Managing History Blog 2, On Public Memory

The two readings this week both related to ideas and recent controversies surrounding public memory. Of the two, David Glassberg’s essay “Public History and the Study of Memory” was particularly interesting for what it lead me to. When he cited George Lipsitz’s work regarding the negotiation that takes place among people between their viewership of history as represented in popular culture and their own cultural/subcultural biases, it gave me something to read in the future because it relates to concepts I have been writing about and exploring i.e. who controls public memory and how popular culture influences public perception of historical events.
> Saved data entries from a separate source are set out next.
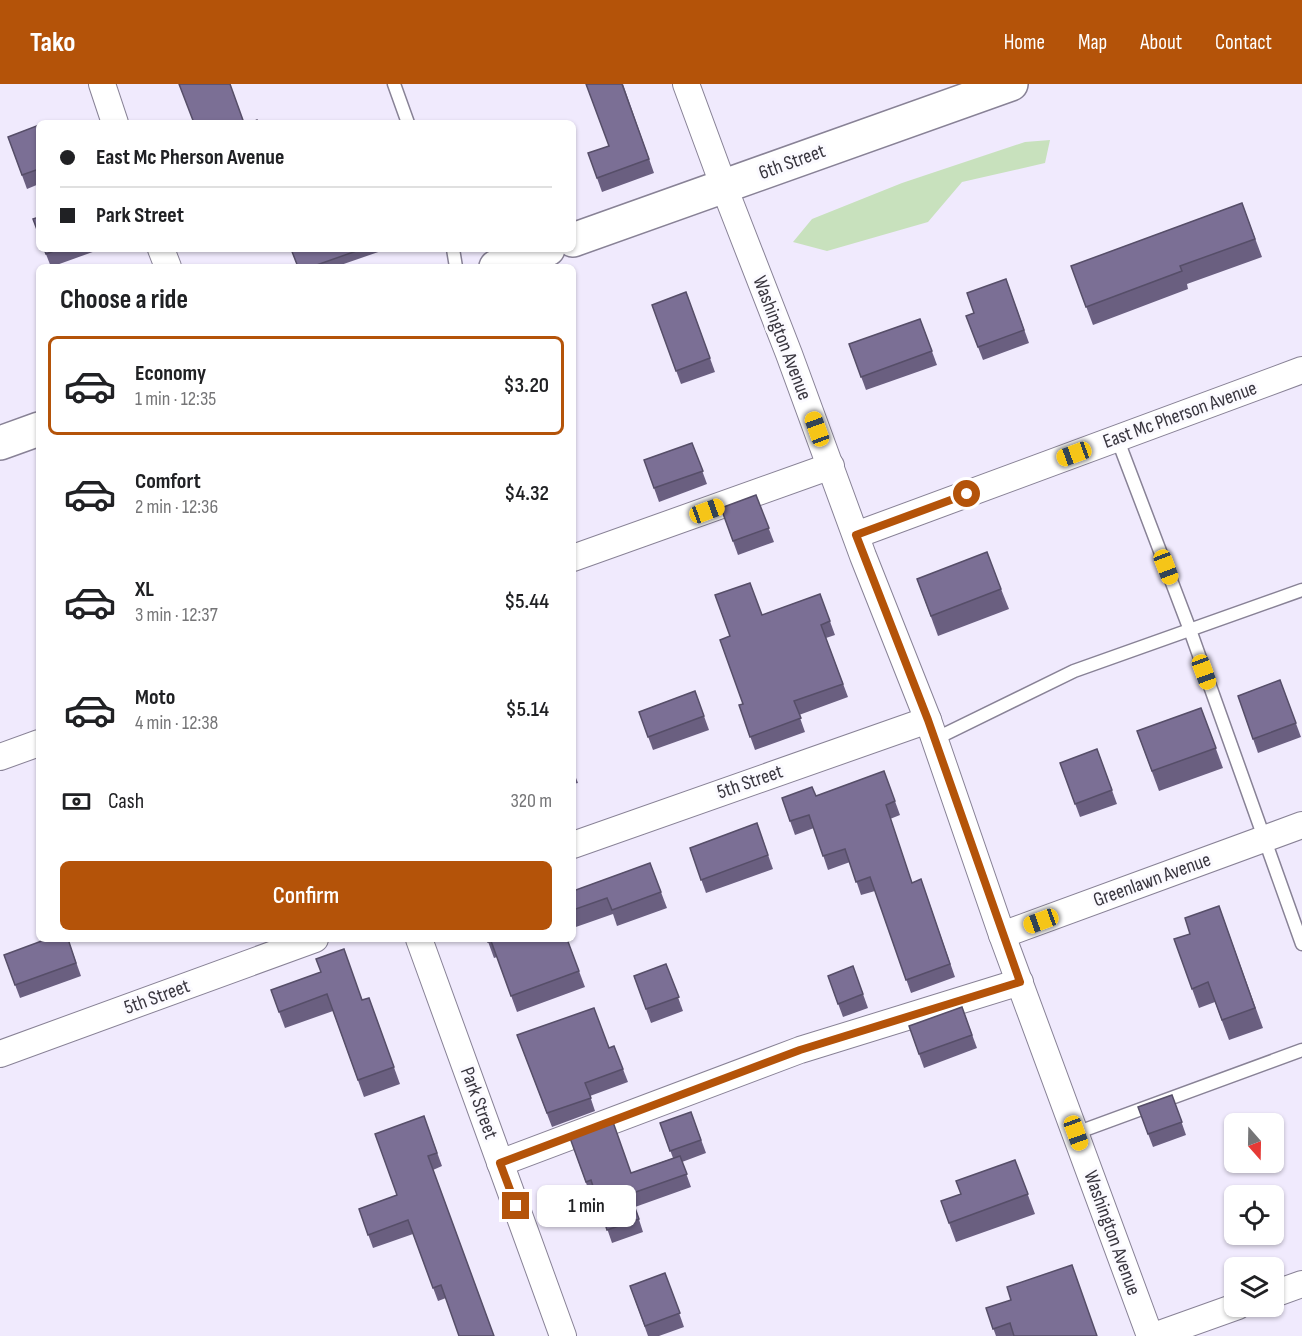 <!DOCTYPE html>
<html lang="en">
<head>
<meta charset="utf-8">
<style>
  body { margin:0; font-family:"Sofia Sans Condensed",sans-serif; background:#f2f2f2; color:#202124; height:100vh; display:flex; flex-direction:column; font-size:22px; white-space:nowrap }
  * { box-sizing:border-box; margin:0 }
  p { font-size:20px; color:#757577 }
  .icon { flex:none; width:33px; height:33px; fill:none; stroke:currentColor; stroke-width:2; stroke-linecap:round; stroke-linejoin:round }
  .map { position:relative; flex:1; overflow:hidden }
  .sheet { position:absolute; left:36px; top:180px; width:540px; height:678px; display:flex; flex-direction:column; background:#fff; border-radius:9px; box-shadow:0 2px 4px #0004 }
  .sheet>* { flex:none }
  .banner { position:absolute; left:36px; top:36px; width:540px; height:132px; border-radius:9px; box-shadow:0 2px 4px #0004; display:grid; align-content:center; height:132px; padding:0 24px; background:#fff }
  .needle { width:39px; rotate:160deg }
  .buttons { position:absolute; left:1224px; top:1029px; display:grid; gap:12px }
  .buttons a { display:grid; place-items:center; width:60px; height:60px; border-radius:9px; background:#fff; box-shadow:0 2px 4px #0004; font-size:30px }
  .end { position:absolute; width:27px; height:27px; margin:-14px; border:8px solid #b45309; background:#fff; box-shadow:0 0 0 3px #fff }
  .from { border-radius:50% }
  .bubble { position:absolute; height:42px; border-radius:9px; background:#fff; box-shadow:0 2px 4px #0004; font-size:20px; font-weight:600; line-height:42px; text-align:center }
  .car { position:absolute; width:18px; height:36px; margin:-18px -9px; border-radius:8px; box-shadow:0 0 4px 2px #0007; background:linear-gradient(#f5c518 24%,#345 0 40%,#f5c518 0 76%,#345 0 86%,#f5c518 0) }
  .banner b { display:flex; align-items:center; gap:21px; height:57px; font-size:22px }
  .banner b+b { border-top:2px solid #e0e0e0 }
  .banner i { width:15px; height:15px; background:#202124 }
  ul { padding:0; list-style:none }
  li { display:flex; align-items:center; gap:18px; height:99px; margin:0 12px 9px; padding:0 12px; border:3px solid transparent; border-radius:9px }
  li div { flex:1 }
  li b { display:block; font-size:22px }
  li em { font-style:normal; font-weight:600 }
  li.current { border-color:#b45309 }
  li>.icon { width:54px; height:54px; stroke-width:1.5 }
  h2 { padding:0 24px; font-size:27px; line-height:72px }
  .pay { display:flex; align-items:center; gap:15px; height:66px; padding:0 24px; font-size:22px }
  .pay p { margin-inline-start:auto }
  .action { display:flex; gap:12px; margin-top:auto; padding:12px 24px }
  .action a { flex:1; height:69px; border-radius:9px; background:#b45309; color:#fff; font-size:24px; font-weight:600; line-height:69px; text-align:center }
  header { display:flex; align-items:center; gap:36px; box-sizing:border-box; height:84px; padding:0 30px; background:#b45309; color:#fff }
  header strong { font-size:28px }
  nav { display:flex; gap:33px; margin-inline-start:auto; font-size:21px }
  .map>svg:first-child { display:block }
  .green { fill:#c8e1bd }
  .lines { fill:none; stroke-linecap:round; stroke-linejoin:round }
  .lane-casing { stroke:#888296; stroke-width:15 }
  .street-casing { stroke:#888296; stroke-width:28 }
  .secondary-casing { stroke:#888296; stroke-width:36 }
  .lane { stroke:#fff; stroke-width:12 }
  .street { stroke:#fff; stroke-width:26 }
  .secondary { stroke:#fff; stroke-width:33 }
  .wall { fill:#6a5f80 }
  .building { fill:#7b6f95; stroke:#564e68; stroke-width:1.5 }
  .route { stroke:#b45309; stroke-width:8 }
  .labels { text-anchor:middle; dominant-baseline:central; stroke-width:6; stroke-linejoin:round; paint-order:stroke }
  .street-label { font-size:20px; fill:#39363f; stroke:#fbfaff }
</style>
</head>
<body>
<header>
<strong>Tako</strong>
<nav><a>Home</a><a>Map</a><a>About</a><a>Contact</a></nav>
</header>
<div class="map">
<svg width="1302" height="1252" viewBox="0 0 1302 1252">
  <rect width="100%" height="100%" fill="#f0eafd"/>
  <polygon class="green" points="1050,56 1045,79 962,98 928,138 827,167 793,158 812,135 902,99 1025,58"/>
  <g class="lines">
    <g class="lane-casing">
      <g id="lane">
        <polyline points="394,0 408,39"/>
        <polyline points="453,165 456,183"/>
        <polyline points="1117,354 1190,546 1302,860"/>
        <polyline points="935,655 1074,587 1302,506"/>
        <polyline points="1076,1049 1302,966"/>
      </g>
    </g>
    <g class="street-casing">
      <g id="street">
        <polyline points="102,0 115,39"/>
        <polyline points="686,0 724,103 789,270 863,472 928,636 1002,851 1150,1252"/>
        <polyline points="161,165 168,183"/>
        <polyline points="856,451 1302,286"/>
        <polyline points="573,474 831,382"/>
        <polyline points="0,673 39,659"/>
        <polyline points="573,761 928,636"/>
        <polyline points="1002,851 1302,741"/>
        <polyline points="419,855 563,1252"/>
        <polyline points="0,970 315,855"/>
        <polyline points="500,1079 800,966 1020,898"/>
        <polyline points="1274,1210 1302,1200"/>
        <polyline points="1154,1252 1238,1222"/>
      </g>
    </g>
    <g class="secondary-casing">
      <g id="secondary">
        <polyline points="573,156 1011,0"/>
        <polyline points="496,183 548,165"/>
        <polyline points="0,359 39,345"/>
      </g>
    </g>
    <use href="#lane" class="lane"/>
    <use href="#street" class="street"/>
    <use href="#secondary" class="secondary"/>
  </g>
  <g class="wall">
    <polygon points="623,0 654,89 602,108 588,69 609,62"/>
    <polygon points="39,41 39,100 27,105 8,53"/>
    <polygon points="1242,119 1262,173 1187,200 1188,205 1093,241 1071,182"/>
    <polygon points="44,165 101,165 51,183"/>
    <polygon points="291,165 387,165 335,183 298,183"/>
    <polygon points="1006,195 1029,259 983,276 966,232 974,229"/>
    <polygon points="686,208 715,288 681,300 652,221"/>
    <polygon points="920,235 937,281 866,306 849,260"/>
    <polygon points="692,359 707,400 659,418 644,376"/>
    <polygon points="756,411 774,458 738,471 721,424"/>
    <polygon points="917,495 1001,505 1009,525 938,552"/>
    <polygon points="820,510 835,551 826,554 848,613 799,631 805,648 755,666 739,621 743,620 730,552 762,531"/>
    <polygon points="1280,596 1301,653 1258,669 1238,612"/>
    <polygon points="695,607 709,646 653,666 639,628"/>
    <polygon points="1201,624 1223,684 1159,707 1137,647"/>
    <polygon points="1097,665 1117,720 1080,733 1060,679"/>
    <polygon points="573,686 578,699 573,700"/>
    <polygon points="884,687 900,731 890,735 912,799 921,795 955,893 911,909 875,807 861,811 850,778 828,786 814,744 795,751 782,714 816,712"/>
    <polygon points="757,739 773,785 706,809 690,764"/>
    <polygon points="650,779 667,824 617,842 613,830 573,844 573,807"/>
    <polygon points="1219,822 1263,944 1229,956 1215,918 1199,924 1174,855 1190,850"/>
    <polygon points="68,855 81,892 20,914 4,871"/>
    <polygon points="487,855 567,855 585,903 517,928 497,873 494,874"/>
    <polygon points="666,880 683,927 651,939 634,892"/>
    <polygon points="853,882 868,924 843,933 828,892"/>
    <polygon points="321,888 362,916 369,914 400,1000 364,1013 333,927 285,944 271,906"/>
    <polygon points="962,923 977,964 924,984 909,942"/>
    <polygon points="517,951 609,964 614,962 628,998 590,1012 595,1027 552,1043"/>
    <polygon points="1172,1011 1186,1051 1153,1063 1138,1023"/>
    <polygon points="691,1028 706,1069 682,1078 691,1103 635,1123 643,1148 612,1159 595,1109 590,1110 570,1054 631,1089 673,1074 660,1039"/>
    <polygon points="424,1032 442,1082 433,1086 446,1214 438,1217 413,1150 373,1164 359,1125 397,1111"/>
    <polygon points="1015,1076 1035,1130 956,1158 941,1117 961,1110"/>
    <polygon points="665,1189 684,1243 659,1252 648,1252 630,1202"/>
    <polygon points="986,1224 1097,1252 996,1252"/>
  </g>
  <g class="building">
    <polygon points="179,0 230,0 244,39 194,39"/>
    <polygon points="586,0 622,0 649,75 597,94 588,69 609,62"/>
    <polygon points="257,36 258,39 250,39"/>
    <polygon points="39,41 39,85 22,91 8,53"/>
    <polygon points="1242,119 1255,155 1180,182 1182,187 1086,223 1071,182"/>
    <polygon points="39,133 39,151 33,135"/>
    <polygon points="44,165 59,165 46,170"/>
    <polygon points="291,165 362,165 311,183 298,183"/>
    <polygon points="1006,195 1024,246 978,263 966,232 974,229 967,209"/>
    <polygon points="686,208 710,274 676,287 652,221"/>
    <polygon points="920,235 932,267 861,293 849,260"/>
    <polygon points="692,359 703,387 654,404 644,376"/>
    <polygon points="756,411 769,444 733,457 721,424"/>
    <polygon points="987,468 1001,505 931,532 917,495"/>
    <polygon points="750,499 762,531 820,510 830,537 821,541 843,600 794,617 801,634 750,653 739,621 743,620 720,556 730,552 715,511"/>
    <polygon points="1280,596 1296,639 1253,655 1238,612"/>
    <polygon points="695,607 704,632 648,653 639,628"/>
    <polygon points="1201,624 1216,664 1152,687 1137,647"/>
    <polygon points="1097,665 1112,706 1075,720 1060,679"/>
    <polygon points="884,687 895,717 886,721 912,799 921,795 950,880 906,896 870,793 856,798 845,765 823,772 809,731 790,737 782,714 812,703 816,712"/>
    <polygon points="757,739 768,771 701,796 690,764"/>
    <polygon points="650,779 661,808 612,826 607,814 573,826 573,807"/>
    <polygon points="1219,822 1255,924 1222,936 1208,898 1192,905 1174,855 1190,850 1185,834"/>
    <polygon points="47,855 68,855 76,879 15,901 4,871"/>
    <polygon points="487,855 567,855 579,887 511,912 491,857 488,858"/>
    <polygon points="344,865 362,916 369,914 394,983 358,996 327,910 279,928 271,906 321,888 316,875"/>
    <polygon points="666,880 679,913 646,925 634,892"/>
    <polygon points="853,882 863,910 838,920 828,892"/>
    <polygon points="962,923 972,951 919,970 909,942"/>
    <polygon points="594,924 609,964 614,962 623,985 585,999 591,1014 547,1029 517,951"/>
    <polygon points="1172,1011 1182,1038 1148,1050 1138,1023"/>
    <polygon points="691,1028 701,1056 670,1067 660,1039"/>
    <polygon points="424,1032 437,1069 428,1072 494,1252 459,1252 441,1201 433,1204 408,1136 368,1151 359,1125 397,1111 375,1050"/>
    <polygon points="613,1038 631,1089 680,1072 687,1090 630,1110 639,1135 607,1146 591,1096 586,1098 570,1054"/>
    <polygon points="1015,1076 1028,1110 949,1139 941,1117 961,1110 956,1097"/>
    <polygon points="1072,1181 1097,1252 1014,1252 1010,1239 993,1245 986,1224 1011,1216 1007,1203"/>
    <polygon points="665,1189 680,1229 645,1242 630,1202"/>
  </g>
  <g class="lines">
    <polyline class="route" points="516,1122 500,1079 800,966 1020,898 928,636 856,451 967,410"/>
  </g>
  <g class="labels">
    <g class="street-label">
      <text transform="translate(792 78) rotate(-20)">6th Street</text>
      <text transform="translate(782 254) rotate(69)">Washington Avenue</text>
      <text transform="translate(1180 331) rotate(-20)">East Mc Pherson Avenue</text>
      <text transform="translate(750 698) rotate(-19)">5th Street</text>
      <text transform="translate(1152 796) rotate(-20)">Greenlawn Avenue</text>
      <text transform="translate(157 913) rotate(-20)">5th Street</text>
      <text transform="translate(479 1019) rotate(70)">Park Street</text>
      <text transform="translate(1112 1149) rotate(70)">Washington Avenue</text>
    </g>
  </g>
</svg>
<div class="buttons">
<a><svg class="needle" viewBox="-14 -14 28 28"><path d="M0-13l5 13h-10z" fill="#e53935"/><path d="M0 13l5-13h-10z" fill="#757577"/></svg></a>
<a><svg class="icon" aria-label="locate" viewBox="0 0 24 24"><circle cx="12" cy="12" r="6"/><path d="M12 2v4M12 18v4M2 12h4M18 12h4"/></svg></a>
<a><svg class="icon" aria-label="layers" viewBox="0 0 24 24"><path d="M12 4l9 5-9 5-9-5zM3 14l9 5 9-5"/></svg></a>
</div>
<i class="end from" style="left:967px;top:410px"></i>
<i class="end" style="left:516px;top:1122px"></i>
<div class="bubble" style="left:537px;top:1101px;width:99px">1 min</div>
<i class="car" style="left:817px;top:345px;rotate:340deg"></i>
<i class="car" style="left:1074px;top:370px;rotate:250deg"></i>
<i class="car" style="left:707px;top:427px;rotate:70deg"></i>
<i class="car" style="left:1166px;top:483px;rotate:159deg"></i>
<i class="car" style="left:1204px;top:588px;rotate:160deg"></i>
<i class="car" style="left:1041px;top:837px;rotate:250deg"></i>
<i class="car" style="left:1076px;top:1049px;rotate:160deg"></i>
<div class="banner">
<b><i class="from"></i>East Mc Pherson Avenue</b>
<b><i></i>Park Street</b>
</div>
<section class="sheet">
<h2>Choose a ride</h2>
<ul>
<li class="current"><svg class="icon" aria-label="car" viewBox="0 0 24 24"><path d="M5 17H2v-5l4-1 3-4h7l3 4 3 1v5h-3M9 17h6M6 11h13"/><circle cx="7" cy="17" r="2"/><circle cx="17" cy="17" r="2"/></svg><div><b>Economy</b><p>1 min · 12:35</p></div><em>$3.20</em></li>
<li><svg class="icon" aria-label="car" viewBox="0 0 24 24"><path d="M5 17H2v-5l4-1 3-4h7l3 4 3 1v5h-3M9 17h6M6 11h13"/><circle cx="7" cy="17" r="2"/><circle cx="17" cy="17" r="2"/></svg><div><b>Comfort</b><p>2 min · 12:36</p></div><em>$4.32</em></li>
<li><svg class="icon" aria-label="car" viewBox="0 0 24 24"><path d="M5 17H2v-5l4-1 3-4h7l3 4 3 1v5h-3M9 17h6M6 11h13"/><circle cx="7" cy="17" r="2"/><circle cx="17" cy="17" r="2"/></svg><div><b>XL</b><p>3 min · 12:37</p></div><em>$5.44</em></li>
<li><svg class="icon" aria-label="car" viewBox="0 0 24 24"><path d="M5 17H2v-5l4-1 3-4h7l3 4 3 1v5h-3M9 17h6M6 11h13"/><circle cx="7" cy="17" r="2"/><circle cx="17" cy="17" r="2"/></svg><div><b>Moto</b><p>4 min · 12:38</p></div><em>$5.14</em></li>
</ul>
<div class="pay"><svg class="icon" aria-label="cash" viewBox="0 0 24 24"><path d="M3 7h18v10H3z"/><circle cx="12" cy="12" r="2"/></svg>Cash<p>320 m</p></div>
<div class="action"><a>Confirm</a></div>
</section>
</div>
</body>
</html>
In Aden’s work, Upon the Ruins of Liberty: Slavery, the President’s House at Independence National Historical Park, and Public Memory explores the controversy and struggle surrounding the construction of the memorial The President’s House. Despite living only a few blocks away, I had not actually heard of it before this class. I was more aware of the world’s biggest Wawa that also sits not too far from the site. Aden’s work is ambitious for what it aims to say about public memory but I found it somewhat off; his discussion of other national memorials was fairly intriguing but when it came to the context for the site in relation to other landmarks the only ones that seemed significant in the area were Independence Hall and the site in North Philadelphia where Washington had stayed during the outbreak of Yellow Fever in 1793. I tried to think about the site in relation to Elfreth’s Alley, the narratives around both and their respective popularity and despite their relative proximity both seemed completely separate. I suppose it partly comes down to narrative control. In attempting to hide the history of the President’s House, only for it to be “rediscovered” around the turn of the millenia it(and those involved with the memorial project) allowed the public to have more of a role in shaping what the memorial would ultimately be. Elfreth’s Alley needed to be “saved” many times as one clipping from the collection in SCRC, but the fact that it had been continuously lived in ensured that with laws surrounding historical landmarks it could be an unchanging memorial. Because of this there wasn’t a built in history around Washington’s slaves that had been worked into a digestible, longstanding public narrative(at least at this site) like there had been for Elfreth’s Alley’s status as a quaint, aesthetic novelty.